THE INCREDIBLE JOURNEY... RUTH LITTNER

It is my pleasure to welcome this astounding writer to the Writer's Journey Blog this week.

Even when I was short—which never really occurred—I took a great interest in writing. I remember composing short stories beginning around fourth grade and getting As and 100s from my teachers on creative pieces. But my focus switched as I grew because I found that I belonged to a select club that I never signed up for—as the child of traumatized parents whose journeys and sequellae influenced my thoughts, motives, actions, and ultimately, my writing. I continued to enjoy creative writing and even ventured into journalism in college, writing for my school newspaper at the State University of New York at Buffalo.

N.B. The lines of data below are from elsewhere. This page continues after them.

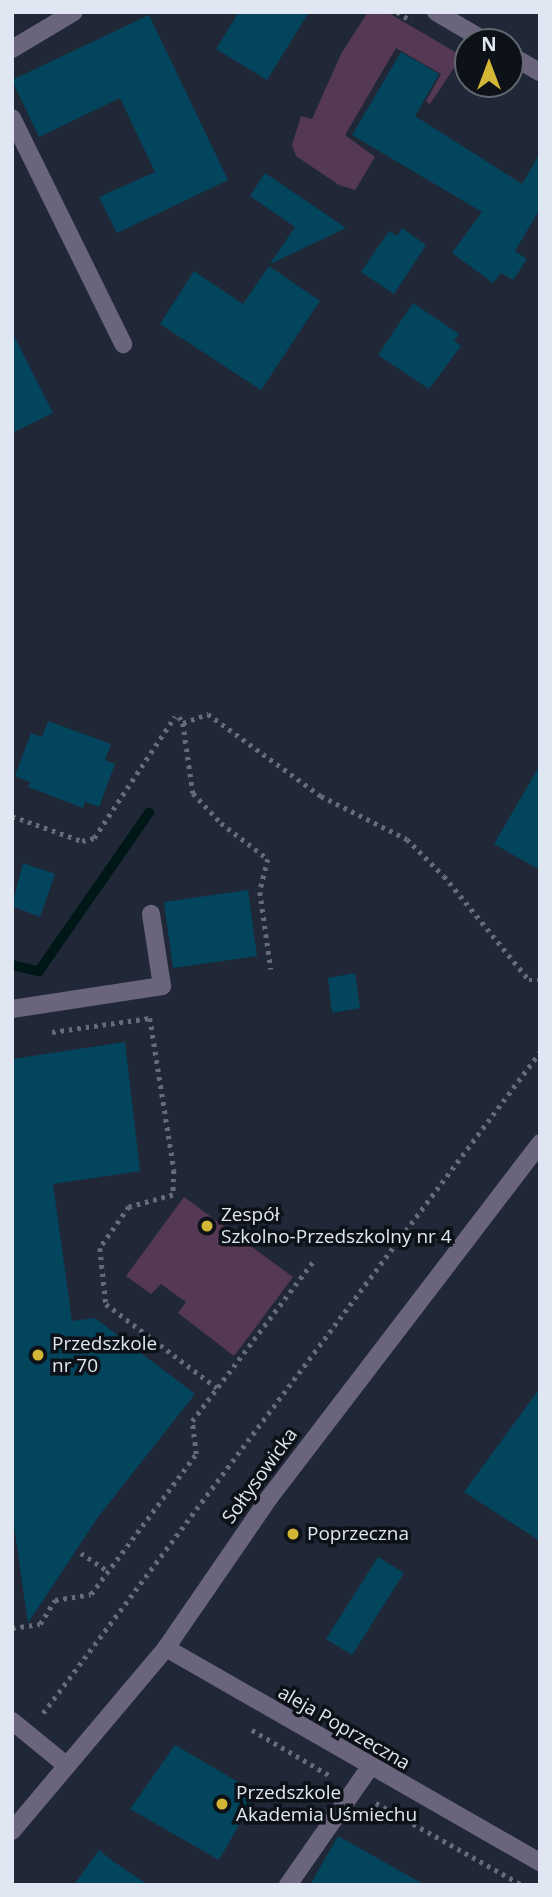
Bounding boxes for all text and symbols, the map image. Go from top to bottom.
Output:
north arrow [454,28,524,98]
text: N [481,31,497,57]
place label: Zespół Szkolno-Przedszkolny nr 4 [221,1204,452,1248]
marker: Zespół Szkolno-Przedszkolny nr 4 [199,1218,215,1234]
place label: Przedszkole nr 70 [52,1333,157,1377]
marker: Przedszkole nr 70 [30,1347,46,1363]
street label: Sołtysowicka [218,1424,302,1528]
place label: Poprzeczna [307,1523,409,1545]
marker: Poprzeczna [285,1526,301,1542]
street label: aleja Poprzeczna [274,1681,414,1775]
place label: Przedszkole Akademia Uśmiechu [236,1782,417,1826]
marker: Przedszkole Akademia Uśmiechu [214,1796,230,1812]

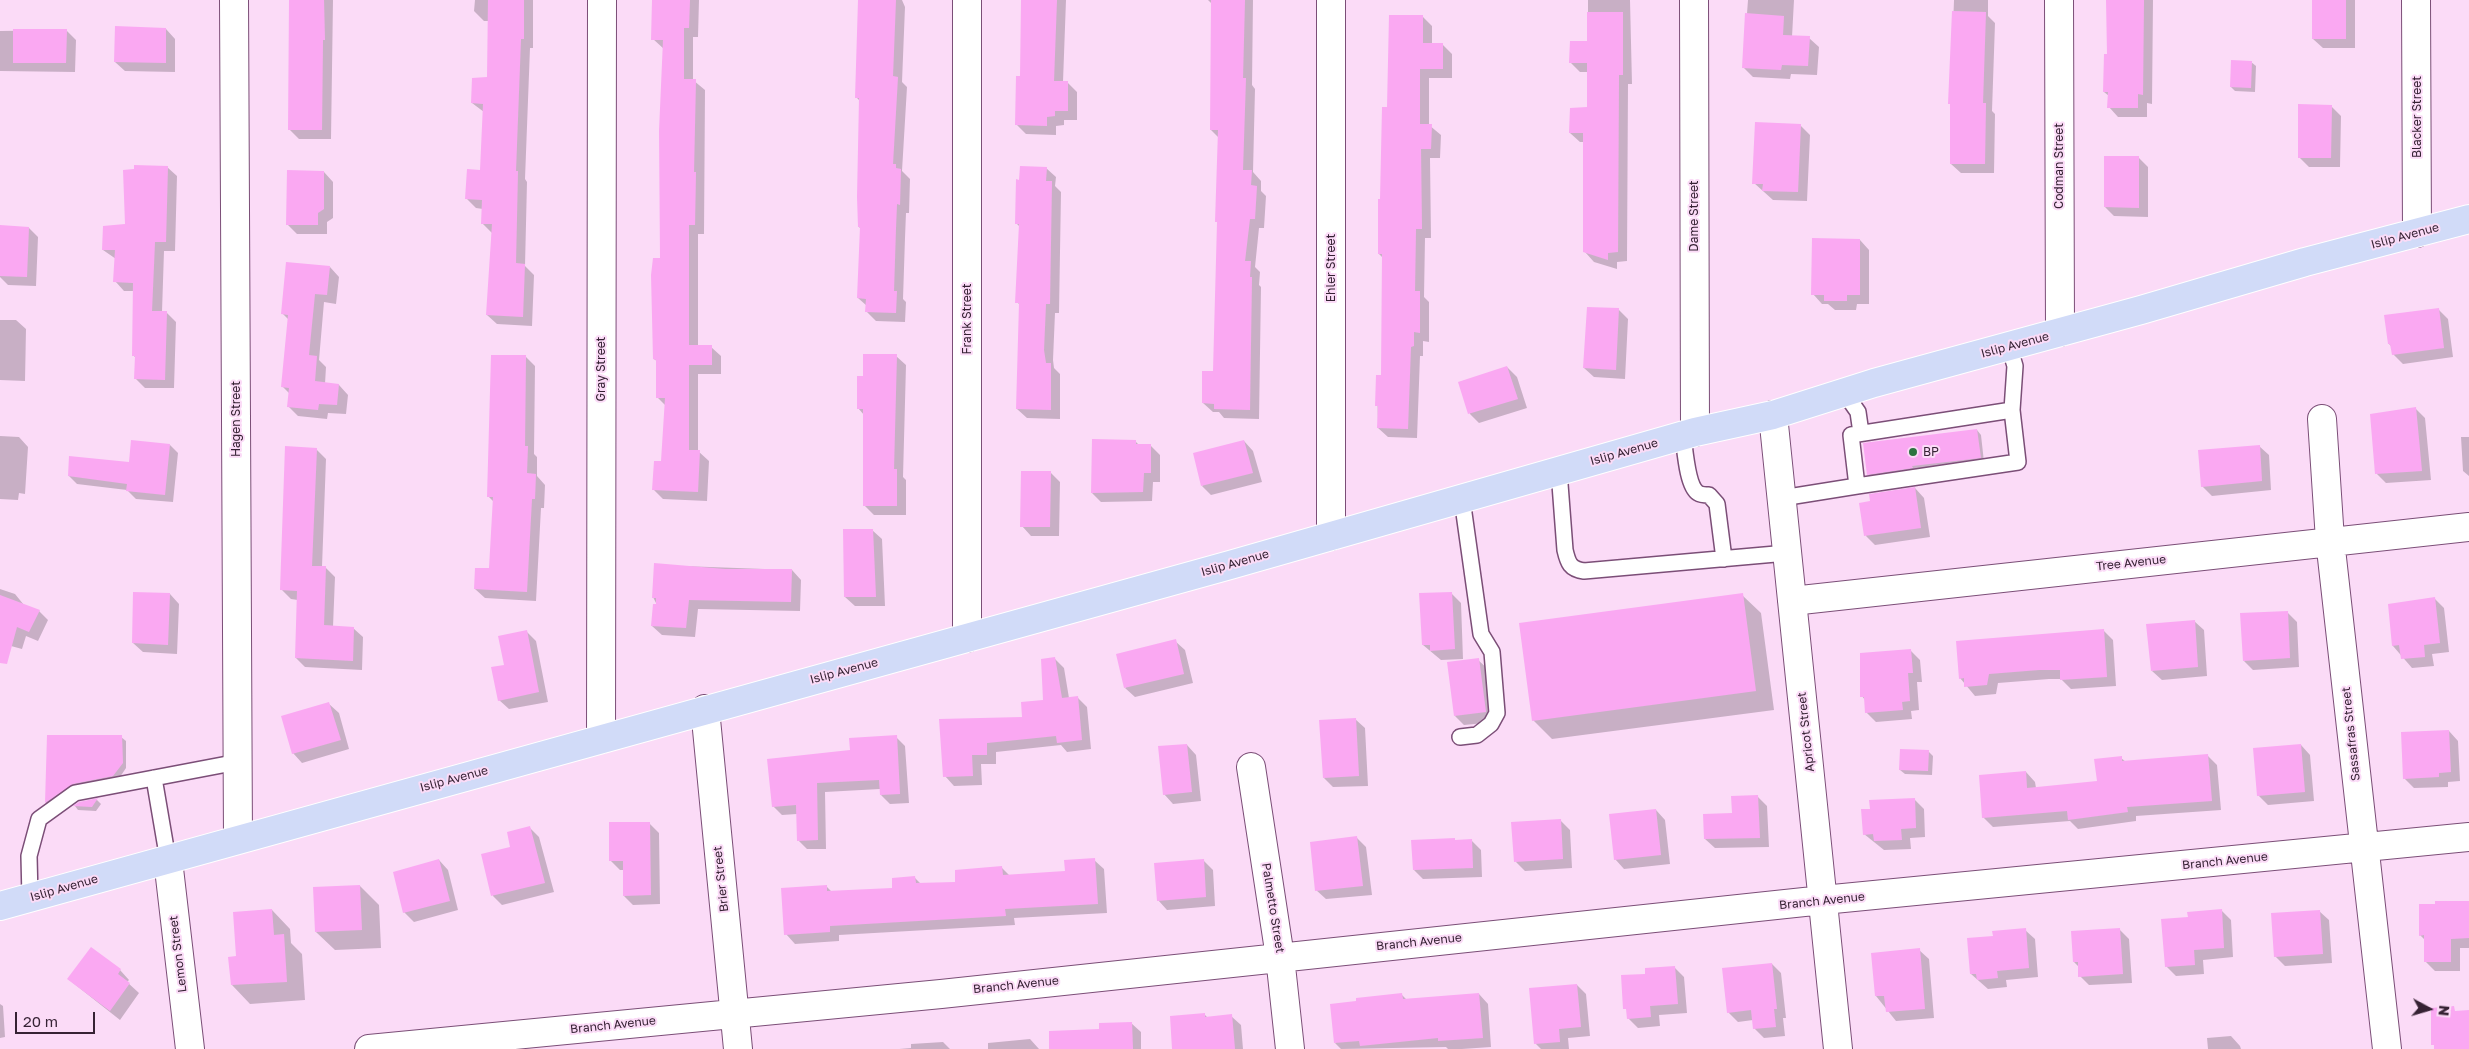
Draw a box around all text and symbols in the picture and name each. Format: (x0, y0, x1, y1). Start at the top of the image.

But writing about current events eventually took a backseat in my mind to exploring the past. I had the good fortune of being able to discuss with my parents all of the hows, whys, wheres, and whos regarding their histories and their traumas. They were both victims of, and survivors of, the Holocaust. And when I was old enough to ask so many of the right questions, I did. I pressed and I pressed. And I wrote and I wrote.

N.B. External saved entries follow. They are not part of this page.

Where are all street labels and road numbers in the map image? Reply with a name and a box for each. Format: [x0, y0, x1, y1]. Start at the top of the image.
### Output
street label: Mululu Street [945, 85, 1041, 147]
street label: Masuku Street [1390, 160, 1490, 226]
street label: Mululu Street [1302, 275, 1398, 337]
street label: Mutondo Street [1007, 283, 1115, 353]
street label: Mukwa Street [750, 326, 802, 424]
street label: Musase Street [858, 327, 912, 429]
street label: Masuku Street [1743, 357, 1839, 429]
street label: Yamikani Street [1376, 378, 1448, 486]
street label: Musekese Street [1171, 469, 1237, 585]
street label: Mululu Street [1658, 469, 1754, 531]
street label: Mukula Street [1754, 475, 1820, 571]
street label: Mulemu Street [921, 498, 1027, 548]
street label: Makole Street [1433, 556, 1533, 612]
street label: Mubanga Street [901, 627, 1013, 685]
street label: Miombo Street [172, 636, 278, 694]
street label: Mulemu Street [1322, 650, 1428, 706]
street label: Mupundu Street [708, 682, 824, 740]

My notes, my ideas, their quotes, their statements. But I didn’t feel their pain through their words, even though I heard the words. They had tried for so long to shield me from that pain. So we went, after much cajoling and bribery, to Poland, their birthplaces. I was already a married woman with children, but I left the present behind in the States, and I took a journey with them and other Holocaust survivors and some of their adult children, to the past: the Heavens of their childhoods and the Hells of their tortures. All of them. Everyone on our tour aside from “the youngsters,” us, the second generation or 2gs, had been brutalized, tortured, starved; and everyone on our tour agreed to return to the scene of the crime 70+ years later to revisit the past, to show the youngsters, to feel the pain, to heal the pain.


I took notes on what I saw; notes on my parents’ reactions to what remained and what was lost; notes on other survivors’ comments; notes on how the current residents—in my parents’ stolen homes—saw Jews today; notes on the countryside and architecture and modernization; and notes on how close I was to the situation and still couldn’t begin to perceive what they each went through.

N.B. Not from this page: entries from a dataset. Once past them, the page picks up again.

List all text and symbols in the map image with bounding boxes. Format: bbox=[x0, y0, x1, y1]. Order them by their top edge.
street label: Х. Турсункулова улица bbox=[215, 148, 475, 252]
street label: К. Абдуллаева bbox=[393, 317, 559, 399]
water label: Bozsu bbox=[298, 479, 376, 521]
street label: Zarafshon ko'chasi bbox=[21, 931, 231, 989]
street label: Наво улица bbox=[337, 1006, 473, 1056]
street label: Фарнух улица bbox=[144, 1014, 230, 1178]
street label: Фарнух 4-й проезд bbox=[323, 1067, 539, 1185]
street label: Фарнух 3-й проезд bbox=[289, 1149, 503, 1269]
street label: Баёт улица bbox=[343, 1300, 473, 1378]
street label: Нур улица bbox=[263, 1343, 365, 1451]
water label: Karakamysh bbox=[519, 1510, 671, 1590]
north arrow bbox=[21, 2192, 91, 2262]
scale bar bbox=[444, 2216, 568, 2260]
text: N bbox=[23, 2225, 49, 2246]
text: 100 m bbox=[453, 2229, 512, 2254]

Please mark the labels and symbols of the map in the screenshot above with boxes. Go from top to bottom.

I returned to my family and the States a different person of course. Who could see all that and not change? And then my life went on with my husband and three children and Barney the Purple Dinosaur and who got into college and who didn’t and other stories of families. But I never forgot all those notes.


I picked up where I left off four years ago, and with the help of notable memoirist Jerry Waxler, started to create a timeline and storyline. I included in my storyline my now-adult children because my parents’ traumas—regardless of their meticulous care in assuring that they would shield me from their pain, their losses, their tragedies—were unwittingly transferred to me, and I unwittingly transferred those anxieties to my children.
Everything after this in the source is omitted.